Question: Is it provable in ZFC that every structure that is ordinal definable up to isomorphism has an ordinal definable isomorphic copy? If not, what are some counterexamples? All structures are set-sized.
In other words, if we define a structure up to isomorphism (as mathematical definitions often do), can we always provably define a specific example of an isomorphic structure?
A positive answer would likely generalize to a definable procedure for the following: Given a nonempty set $S$ of isomorphic structures, choose a structure, possibly outside of $S$, that is isomorphic to an element of $S$.
Here is an illustration of some of the subtleties. Assuming GCH, up to isomorphism, there is a unique $ω_2$-saturated elementary extension of second order arithmetic (equivalently, $(ℝ,ℕ,+,⋅,=)$) of cardinality $ω_2$. But defining a specific example of the extension seems problematic — every nonstandard integer in real analysis gives a nonprincipal ultrafilter on $ℕ$, and consistently with ZFC, no such ultrafilters are definable. Still, A definable nonstandard model of the reals unconditionally gives a definable countably saturated elementary extension.

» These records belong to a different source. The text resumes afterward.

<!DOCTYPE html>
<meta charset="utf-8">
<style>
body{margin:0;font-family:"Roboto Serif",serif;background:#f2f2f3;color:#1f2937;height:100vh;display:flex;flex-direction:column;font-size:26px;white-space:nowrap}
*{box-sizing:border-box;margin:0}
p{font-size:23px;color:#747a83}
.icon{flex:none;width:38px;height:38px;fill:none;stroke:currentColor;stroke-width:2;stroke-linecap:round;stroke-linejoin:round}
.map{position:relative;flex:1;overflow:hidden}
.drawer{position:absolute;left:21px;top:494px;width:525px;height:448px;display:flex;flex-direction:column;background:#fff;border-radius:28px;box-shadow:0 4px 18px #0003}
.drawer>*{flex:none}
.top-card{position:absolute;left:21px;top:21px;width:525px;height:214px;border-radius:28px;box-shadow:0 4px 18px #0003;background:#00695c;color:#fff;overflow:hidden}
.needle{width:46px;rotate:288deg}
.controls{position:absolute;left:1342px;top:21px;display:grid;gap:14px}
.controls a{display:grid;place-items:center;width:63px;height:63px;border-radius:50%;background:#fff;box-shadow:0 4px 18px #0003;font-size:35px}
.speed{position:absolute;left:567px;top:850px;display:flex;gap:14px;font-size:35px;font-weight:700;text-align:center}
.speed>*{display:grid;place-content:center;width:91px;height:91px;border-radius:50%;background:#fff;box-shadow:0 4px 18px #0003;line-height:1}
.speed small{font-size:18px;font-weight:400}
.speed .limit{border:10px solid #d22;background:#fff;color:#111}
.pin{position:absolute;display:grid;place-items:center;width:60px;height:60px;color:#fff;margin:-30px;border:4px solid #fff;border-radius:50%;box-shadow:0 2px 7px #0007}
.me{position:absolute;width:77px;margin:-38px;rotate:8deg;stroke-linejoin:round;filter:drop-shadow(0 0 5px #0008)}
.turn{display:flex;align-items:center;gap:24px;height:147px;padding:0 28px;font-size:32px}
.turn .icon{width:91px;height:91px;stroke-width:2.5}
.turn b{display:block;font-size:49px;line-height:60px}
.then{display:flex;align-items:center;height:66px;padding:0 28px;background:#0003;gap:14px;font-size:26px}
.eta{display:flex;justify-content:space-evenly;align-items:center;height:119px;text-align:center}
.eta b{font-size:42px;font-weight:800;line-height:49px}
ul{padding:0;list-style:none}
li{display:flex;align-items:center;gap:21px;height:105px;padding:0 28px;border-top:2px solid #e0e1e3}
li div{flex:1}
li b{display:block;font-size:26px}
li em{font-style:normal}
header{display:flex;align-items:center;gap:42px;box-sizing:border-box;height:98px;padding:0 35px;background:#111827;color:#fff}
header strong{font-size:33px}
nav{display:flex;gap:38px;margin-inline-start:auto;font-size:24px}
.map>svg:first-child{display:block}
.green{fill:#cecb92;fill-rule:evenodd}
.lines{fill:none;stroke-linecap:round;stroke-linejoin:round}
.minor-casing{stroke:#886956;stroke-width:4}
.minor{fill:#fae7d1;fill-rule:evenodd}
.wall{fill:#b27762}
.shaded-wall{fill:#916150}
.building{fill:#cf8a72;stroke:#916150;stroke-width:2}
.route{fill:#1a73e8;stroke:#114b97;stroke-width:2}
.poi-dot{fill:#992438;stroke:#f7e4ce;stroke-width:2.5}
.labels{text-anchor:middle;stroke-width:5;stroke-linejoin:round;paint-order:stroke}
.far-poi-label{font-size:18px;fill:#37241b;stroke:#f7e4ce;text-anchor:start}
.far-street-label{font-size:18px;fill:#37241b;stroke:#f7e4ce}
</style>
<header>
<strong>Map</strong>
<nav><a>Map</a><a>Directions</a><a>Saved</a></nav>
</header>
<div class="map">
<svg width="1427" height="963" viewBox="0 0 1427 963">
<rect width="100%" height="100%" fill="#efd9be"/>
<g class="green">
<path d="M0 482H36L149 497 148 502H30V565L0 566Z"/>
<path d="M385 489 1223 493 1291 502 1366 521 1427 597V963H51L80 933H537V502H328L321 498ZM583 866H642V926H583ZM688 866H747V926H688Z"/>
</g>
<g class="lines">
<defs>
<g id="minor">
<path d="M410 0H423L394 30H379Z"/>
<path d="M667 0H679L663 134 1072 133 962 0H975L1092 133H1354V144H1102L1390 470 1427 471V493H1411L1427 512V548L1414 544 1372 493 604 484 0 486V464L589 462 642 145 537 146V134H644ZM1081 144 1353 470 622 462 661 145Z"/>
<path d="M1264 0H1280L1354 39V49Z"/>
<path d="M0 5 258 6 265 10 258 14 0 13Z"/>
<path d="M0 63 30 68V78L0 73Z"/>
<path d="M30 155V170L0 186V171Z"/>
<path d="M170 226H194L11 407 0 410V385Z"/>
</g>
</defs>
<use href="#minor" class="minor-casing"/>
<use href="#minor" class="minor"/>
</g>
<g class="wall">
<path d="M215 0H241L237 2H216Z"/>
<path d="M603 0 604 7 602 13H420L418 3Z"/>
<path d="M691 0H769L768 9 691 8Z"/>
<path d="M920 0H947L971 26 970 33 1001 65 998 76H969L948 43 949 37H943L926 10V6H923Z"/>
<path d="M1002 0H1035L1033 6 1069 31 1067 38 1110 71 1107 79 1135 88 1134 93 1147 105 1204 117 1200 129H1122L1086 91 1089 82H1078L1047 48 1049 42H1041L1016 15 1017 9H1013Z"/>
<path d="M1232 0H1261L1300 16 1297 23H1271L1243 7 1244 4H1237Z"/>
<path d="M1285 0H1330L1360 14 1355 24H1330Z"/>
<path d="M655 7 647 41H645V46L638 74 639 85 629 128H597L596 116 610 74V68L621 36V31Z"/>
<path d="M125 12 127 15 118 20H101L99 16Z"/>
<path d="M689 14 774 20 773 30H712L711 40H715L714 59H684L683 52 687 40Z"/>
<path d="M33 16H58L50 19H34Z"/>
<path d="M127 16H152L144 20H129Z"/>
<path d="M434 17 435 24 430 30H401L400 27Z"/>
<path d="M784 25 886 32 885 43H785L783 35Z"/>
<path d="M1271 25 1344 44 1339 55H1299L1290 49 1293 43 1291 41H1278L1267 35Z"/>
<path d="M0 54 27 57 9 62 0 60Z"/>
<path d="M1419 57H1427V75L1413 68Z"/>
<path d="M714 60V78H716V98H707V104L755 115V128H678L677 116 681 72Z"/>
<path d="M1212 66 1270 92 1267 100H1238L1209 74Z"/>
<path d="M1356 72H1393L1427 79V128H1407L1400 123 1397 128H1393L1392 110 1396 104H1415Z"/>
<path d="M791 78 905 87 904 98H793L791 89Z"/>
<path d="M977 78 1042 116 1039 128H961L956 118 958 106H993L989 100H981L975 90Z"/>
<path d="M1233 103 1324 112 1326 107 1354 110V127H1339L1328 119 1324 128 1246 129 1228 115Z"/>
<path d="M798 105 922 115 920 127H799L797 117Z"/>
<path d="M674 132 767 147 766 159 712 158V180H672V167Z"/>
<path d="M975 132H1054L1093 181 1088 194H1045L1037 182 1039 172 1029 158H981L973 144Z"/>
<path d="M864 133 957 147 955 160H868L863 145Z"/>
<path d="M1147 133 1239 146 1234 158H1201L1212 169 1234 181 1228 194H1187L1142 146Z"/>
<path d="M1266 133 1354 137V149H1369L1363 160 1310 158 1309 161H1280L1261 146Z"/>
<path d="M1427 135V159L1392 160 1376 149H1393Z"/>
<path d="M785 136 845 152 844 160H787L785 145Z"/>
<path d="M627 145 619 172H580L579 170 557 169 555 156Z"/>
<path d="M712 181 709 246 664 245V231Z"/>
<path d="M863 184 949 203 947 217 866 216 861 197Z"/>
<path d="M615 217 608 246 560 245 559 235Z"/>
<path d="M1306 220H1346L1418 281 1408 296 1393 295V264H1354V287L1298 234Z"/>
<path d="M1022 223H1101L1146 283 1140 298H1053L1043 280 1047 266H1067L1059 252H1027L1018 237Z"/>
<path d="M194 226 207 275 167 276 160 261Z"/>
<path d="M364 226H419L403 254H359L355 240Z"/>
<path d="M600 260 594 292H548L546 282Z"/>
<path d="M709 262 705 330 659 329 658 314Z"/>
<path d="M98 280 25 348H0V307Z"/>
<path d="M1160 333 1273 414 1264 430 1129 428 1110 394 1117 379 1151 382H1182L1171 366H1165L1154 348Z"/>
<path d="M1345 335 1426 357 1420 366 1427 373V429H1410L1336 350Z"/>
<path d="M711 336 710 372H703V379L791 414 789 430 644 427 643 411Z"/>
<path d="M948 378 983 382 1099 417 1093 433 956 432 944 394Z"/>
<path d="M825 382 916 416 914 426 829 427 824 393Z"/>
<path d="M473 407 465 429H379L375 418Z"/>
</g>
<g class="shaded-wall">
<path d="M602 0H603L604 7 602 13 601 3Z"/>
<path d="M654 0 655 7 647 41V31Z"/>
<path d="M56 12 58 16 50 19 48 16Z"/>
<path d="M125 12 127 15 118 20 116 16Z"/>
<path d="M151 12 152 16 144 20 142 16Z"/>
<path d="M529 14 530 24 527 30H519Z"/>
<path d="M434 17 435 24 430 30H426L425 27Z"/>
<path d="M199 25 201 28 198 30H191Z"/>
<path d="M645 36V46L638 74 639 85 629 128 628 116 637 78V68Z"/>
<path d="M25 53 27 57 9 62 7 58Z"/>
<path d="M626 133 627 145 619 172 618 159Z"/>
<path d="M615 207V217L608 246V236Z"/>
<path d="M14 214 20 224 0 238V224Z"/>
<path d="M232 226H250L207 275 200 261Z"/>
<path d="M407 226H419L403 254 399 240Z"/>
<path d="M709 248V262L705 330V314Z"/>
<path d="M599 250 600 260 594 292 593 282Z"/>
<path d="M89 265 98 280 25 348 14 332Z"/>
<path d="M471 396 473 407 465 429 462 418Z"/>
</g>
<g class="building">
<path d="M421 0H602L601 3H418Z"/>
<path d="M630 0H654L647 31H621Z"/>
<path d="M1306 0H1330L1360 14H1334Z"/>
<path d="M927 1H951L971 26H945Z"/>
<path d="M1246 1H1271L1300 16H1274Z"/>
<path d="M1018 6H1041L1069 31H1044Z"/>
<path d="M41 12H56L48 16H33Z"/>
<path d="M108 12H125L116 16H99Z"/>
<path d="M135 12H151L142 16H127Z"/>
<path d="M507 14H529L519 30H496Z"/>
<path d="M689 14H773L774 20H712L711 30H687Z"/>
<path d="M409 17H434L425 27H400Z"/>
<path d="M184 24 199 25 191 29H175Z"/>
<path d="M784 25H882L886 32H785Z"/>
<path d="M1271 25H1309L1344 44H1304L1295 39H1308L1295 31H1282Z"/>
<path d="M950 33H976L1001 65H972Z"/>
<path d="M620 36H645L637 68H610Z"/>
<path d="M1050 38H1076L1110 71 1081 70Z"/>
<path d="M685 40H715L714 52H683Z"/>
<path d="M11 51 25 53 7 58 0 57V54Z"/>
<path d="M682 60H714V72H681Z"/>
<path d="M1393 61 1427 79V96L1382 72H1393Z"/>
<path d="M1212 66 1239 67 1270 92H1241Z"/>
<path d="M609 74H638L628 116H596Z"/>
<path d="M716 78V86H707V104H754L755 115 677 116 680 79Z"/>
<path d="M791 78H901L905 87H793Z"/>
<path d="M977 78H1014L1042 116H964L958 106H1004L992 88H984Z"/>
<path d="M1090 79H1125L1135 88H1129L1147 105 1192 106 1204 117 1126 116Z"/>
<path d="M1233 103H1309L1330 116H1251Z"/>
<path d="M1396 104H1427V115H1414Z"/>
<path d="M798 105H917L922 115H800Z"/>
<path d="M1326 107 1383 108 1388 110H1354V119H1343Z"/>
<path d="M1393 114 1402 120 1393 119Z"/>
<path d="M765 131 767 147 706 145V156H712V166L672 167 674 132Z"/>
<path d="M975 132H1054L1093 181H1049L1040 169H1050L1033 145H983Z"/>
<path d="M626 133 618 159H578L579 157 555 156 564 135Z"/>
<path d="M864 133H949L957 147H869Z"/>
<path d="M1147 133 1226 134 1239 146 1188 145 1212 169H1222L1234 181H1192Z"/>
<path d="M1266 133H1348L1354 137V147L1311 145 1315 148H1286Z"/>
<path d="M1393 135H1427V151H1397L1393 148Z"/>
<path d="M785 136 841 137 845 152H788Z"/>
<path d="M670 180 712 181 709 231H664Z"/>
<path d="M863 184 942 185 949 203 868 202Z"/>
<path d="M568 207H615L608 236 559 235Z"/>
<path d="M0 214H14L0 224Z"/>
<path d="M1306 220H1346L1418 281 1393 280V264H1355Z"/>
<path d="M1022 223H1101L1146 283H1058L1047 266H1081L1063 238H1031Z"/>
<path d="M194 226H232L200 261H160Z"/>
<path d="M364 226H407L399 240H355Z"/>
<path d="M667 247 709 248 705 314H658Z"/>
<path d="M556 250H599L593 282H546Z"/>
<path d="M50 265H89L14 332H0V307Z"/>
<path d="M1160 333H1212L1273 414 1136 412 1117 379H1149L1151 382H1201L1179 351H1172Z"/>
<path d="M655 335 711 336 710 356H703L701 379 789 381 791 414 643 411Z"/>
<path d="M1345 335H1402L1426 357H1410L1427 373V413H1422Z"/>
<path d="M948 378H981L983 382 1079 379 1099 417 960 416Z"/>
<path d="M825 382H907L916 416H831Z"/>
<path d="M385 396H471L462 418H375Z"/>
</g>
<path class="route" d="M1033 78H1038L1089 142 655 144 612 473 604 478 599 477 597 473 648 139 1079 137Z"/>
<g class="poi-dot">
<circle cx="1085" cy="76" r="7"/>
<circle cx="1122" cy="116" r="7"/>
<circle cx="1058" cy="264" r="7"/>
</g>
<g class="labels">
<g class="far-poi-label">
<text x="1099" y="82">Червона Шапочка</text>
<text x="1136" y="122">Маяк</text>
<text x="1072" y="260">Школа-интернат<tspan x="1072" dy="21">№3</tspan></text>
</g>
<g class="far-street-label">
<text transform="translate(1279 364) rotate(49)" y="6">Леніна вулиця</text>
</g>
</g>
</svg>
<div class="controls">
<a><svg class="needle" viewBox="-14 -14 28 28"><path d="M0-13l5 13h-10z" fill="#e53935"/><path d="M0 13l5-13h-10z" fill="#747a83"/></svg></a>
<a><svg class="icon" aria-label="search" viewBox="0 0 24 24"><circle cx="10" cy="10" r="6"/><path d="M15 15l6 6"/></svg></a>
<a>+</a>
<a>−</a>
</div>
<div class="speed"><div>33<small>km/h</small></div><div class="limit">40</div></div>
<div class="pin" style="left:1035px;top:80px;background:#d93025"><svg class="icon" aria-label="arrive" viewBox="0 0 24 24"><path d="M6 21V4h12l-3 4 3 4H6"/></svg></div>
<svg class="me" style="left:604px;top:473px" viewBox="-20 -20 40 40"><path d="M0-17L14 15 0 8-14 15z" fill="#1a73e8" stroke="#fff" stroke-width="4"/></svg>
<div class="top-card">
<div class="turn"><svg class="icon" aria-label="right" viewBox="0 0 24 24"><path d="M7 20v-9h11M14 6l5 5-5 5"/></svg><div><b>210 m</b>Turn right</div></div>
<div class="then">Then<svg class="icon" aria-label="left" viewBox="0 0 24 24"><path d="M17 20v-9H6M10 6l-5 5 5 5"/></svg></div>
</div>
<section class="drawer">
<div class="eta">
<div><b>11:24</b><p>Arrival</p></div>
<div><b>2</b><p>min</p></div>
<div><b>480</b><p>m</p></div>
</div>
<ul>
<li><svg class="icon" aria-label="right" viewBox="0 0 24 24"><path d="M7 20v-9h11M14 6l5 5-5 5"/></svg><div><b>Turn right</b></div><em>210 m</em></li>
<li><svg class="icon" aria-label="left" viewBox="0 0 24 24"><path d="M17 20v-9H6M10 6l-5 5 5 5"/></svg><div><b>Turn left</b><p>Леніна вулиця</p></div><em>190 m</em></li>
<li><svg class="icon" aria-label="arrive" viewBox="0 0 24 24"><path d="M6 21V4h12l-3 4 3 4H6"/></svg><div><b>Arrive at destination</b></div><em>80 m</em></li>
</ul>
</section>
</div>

We can also consider restricting the domain of the definable isomorphic copy:
- If the copy must be in HOD, then there are counterexamples, such as the second order arithmetic (assuming $ℝ∉\text{HOD}$).
- If the domain of the copy must consist of sets of ordinals, then the copy still has an ordinal definable (OD) linear ordering, so under appropriate assumptions, third order arithmetic would be a counterexample. I think there is even a symmetric generic extension of $V$ with an OD non-linearly-orderable countable set of countable sets of reals.
- Requiring the domain of the copy to consist of sets of sets of ordinals does not affect existence of a definable copy.